The answer should be one number only, namely how many lines of the records hold the word "World".
Segment Start: GIVEN DATA
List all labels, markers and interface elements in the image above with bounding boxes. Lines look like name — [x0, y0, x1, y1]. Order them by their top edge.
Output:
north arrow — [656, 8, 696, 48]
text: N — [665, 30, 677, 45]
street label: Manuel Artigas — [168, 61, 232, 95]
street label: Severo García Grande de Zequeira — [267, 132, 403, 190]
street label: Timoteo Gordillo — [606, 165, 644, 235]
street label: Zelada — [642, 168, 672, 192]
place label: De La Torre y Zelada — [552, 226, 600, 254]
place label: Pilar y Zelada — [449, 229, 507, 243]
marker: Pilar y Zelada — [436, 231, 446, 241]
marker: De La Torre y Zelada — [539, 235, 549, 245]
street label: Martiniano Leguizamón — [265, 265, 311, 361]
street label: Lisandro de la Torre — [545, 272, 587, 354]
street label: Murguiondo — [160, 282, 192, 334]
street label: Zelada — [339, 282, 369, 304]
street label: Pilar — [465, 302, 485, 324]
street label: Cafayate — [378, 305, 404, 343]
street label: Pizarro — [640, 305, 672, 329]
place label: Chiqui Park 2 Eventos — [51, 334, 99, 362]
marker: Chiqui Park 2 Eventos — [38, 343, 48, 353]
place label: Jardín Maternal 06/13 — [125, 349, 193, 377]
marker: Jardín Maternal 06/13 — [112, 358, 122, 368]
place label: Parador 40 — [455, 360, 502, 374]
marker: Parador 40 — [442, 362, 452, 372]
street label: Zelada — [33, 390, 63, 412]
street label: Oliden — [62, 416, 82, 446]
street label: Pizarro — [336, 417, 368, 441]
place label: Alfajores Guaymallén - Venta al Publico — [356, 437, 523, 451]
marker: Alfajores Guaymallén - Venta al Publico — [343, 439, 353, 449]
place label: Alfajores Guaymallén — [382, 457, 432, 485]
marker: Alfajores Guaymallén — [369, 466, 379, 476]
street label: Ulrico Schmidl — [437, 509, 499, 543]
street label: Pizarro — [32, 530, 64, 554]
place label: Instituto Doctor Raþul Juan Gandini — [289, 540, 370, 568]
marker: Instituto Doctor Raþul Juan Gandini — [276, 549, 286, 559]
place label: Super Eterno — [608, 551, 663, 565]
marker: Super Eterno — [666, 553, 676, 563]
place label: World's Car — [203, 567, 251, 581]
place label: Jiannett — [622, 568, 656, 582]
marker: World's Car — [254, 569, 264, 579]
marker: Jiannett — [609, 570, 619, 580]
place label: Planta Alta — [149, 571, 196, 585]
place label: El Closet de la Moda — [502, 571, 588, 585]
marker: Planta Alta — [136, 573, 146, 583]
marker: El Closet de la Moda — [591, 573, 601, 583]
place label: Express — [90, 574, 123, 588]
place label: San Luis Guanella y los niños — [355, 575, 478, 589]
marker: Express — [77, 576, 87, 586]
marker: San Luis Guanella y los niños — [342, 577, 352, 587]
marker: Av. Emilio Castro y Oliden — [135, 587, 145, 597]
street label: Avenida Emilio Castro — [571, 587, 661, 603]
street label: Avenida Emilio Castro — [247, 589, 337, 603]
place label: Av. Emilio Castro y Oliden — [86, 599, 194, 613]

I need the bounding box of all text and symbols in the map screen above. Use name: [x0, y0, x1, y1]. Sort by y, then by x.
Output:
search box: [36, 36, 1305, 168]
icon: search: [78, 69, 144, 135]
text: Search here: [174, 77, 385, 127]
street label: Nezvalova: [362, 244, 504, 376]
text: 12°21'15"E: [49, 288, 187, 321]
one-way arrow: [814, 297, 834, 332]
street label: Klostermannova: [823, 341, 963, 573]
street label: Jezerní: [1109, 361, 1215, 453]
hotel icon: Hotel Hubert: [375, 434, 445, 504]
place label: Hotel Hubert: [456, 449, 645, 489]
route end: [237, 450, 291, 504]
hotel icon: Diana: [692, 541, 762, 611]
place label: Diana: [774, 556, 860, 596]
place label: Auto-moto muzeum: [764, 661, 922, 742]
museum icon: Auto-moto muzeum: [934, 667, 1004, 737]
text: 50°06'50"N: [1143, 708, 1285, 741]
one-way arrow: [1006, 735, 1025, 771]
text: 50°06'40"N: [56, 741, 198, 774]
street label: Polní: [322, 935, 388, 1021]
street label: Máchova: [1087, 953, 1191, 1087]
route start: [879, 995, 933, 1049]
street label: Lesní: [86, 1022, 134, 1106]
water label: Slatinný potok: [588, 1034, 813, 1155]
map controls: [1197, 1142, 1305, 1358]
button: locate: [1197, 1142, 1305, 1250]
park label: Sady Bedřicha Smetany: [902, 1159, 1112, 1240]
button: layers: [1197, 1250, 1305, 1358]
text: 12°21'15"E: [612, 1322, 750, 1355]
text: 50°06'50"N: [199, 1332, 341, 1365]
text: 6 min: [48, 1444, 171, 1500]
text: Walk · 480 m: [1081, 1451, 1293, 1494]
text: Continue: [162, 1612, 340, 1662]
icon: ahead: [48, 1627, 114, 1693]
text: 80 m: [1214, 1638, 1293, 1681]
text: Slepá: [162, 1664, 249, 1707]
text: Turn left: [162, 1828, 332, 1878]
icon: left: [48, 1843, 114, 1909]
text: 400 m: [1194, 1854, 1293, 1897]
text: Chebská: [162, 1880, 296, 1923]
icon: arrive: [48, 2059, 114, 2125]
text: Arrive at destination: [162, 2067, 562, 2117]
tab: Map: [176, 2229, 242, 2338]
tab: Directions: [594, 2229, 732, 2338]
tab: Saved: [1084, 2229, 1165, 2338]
Segment End: GIVEN DATA
[PROBLEM SOLUTION]:
2